*** RECORDS SHOWN Section Begins ***

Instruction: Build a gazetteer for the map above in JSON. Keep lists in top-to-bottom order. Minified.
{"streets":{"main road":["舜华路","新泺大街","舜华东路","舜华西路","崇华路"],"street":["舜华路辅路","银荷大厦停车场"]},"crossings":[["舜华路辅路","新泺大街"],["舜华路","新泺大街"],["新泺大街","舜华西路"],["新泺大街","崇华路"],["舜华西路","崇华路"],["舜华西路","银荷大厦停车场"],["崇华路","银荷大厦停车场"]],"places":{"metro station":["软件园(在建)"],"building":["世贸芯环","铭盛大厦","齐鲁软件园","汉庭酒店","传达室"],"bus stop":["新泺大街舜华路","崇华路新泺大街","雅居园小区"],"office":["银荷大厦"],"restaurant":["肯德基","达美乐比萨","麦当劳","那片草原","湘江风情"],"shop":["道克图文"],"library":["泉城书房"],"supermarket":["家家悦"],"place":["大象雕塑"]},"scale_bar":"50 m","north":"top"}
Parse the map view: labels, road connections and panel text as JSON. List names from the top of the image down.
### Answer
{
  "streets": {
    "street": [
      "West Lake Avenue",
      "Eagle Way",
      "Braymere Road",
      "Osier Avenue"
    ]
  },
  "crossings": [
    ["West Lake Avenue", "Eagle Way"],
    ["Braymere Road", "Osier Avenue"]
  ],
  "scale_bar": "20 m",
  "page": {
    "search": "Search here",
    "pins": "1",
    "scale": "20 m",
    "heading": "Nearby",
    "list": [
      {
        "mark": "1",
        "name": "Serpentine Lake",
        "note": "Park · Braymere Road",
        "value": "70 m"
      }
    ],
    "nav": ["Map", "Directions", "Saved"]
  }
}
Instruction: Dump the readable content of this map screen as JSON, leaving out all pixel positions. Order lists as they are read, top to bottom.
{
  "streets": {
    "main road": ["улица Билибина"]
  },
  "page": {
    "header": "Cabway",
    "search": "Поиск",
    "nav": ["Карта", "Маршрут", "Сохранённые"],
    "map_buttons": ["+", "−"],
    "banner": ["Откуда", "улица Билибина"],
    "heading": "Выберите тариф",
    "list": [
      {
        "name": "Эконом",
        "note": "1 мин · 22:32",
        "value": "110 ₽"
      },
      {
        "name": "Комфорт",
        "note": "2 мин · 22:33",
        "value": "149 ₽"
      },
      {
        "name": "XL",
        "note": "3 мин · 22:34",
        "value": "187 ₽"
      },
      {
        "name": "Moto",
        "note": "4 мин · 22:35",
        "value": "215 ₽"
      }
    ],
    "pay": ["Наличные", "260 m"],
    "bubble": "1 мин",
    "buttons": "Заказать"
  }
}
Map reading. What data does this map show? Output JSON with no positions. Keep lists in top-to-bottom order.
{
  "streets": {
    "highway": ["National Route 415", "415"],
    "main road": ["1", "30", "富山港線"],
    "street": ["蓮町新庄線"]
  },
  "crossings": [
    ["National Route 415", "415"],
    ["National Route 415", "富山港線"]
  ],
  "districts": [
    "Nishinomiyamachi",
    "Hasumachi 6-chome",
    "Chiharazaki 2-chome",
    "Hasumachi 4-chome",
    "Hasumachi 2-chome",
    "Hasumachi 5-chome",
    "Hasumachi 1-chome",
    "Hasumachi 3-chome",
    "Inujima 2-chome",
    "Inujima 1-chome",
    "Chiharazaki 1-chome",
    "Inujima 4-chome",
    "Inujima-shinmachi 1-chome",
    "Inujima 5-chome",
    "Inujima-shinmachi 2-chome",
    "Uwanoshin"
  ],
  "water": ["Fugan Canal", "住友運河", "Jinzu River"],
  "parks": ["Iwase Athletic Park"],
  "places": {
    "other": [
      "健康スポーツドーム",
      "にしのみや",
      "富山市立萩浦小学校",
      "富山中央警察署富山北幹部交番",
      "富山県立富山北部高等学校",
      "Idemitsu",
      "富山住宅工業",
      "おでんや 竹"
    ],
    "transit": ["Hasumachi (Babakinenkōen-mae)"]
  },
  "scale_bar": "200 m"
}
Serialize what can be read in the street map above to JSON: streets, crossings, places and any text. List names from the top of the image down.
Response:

*** RECORDS SHOWN Section Ends ***

* **DIRECTIONS FOR THIS TASK**:
Each line from the one holding "Serialize what can" through the last line of the data is to be transcribed exactly, with nothing else added.

* **SOLUTION**:
Serialize what can be read in the street map above to JSON: streets, crossings, places and any text. List names from the top of the image down.
Response:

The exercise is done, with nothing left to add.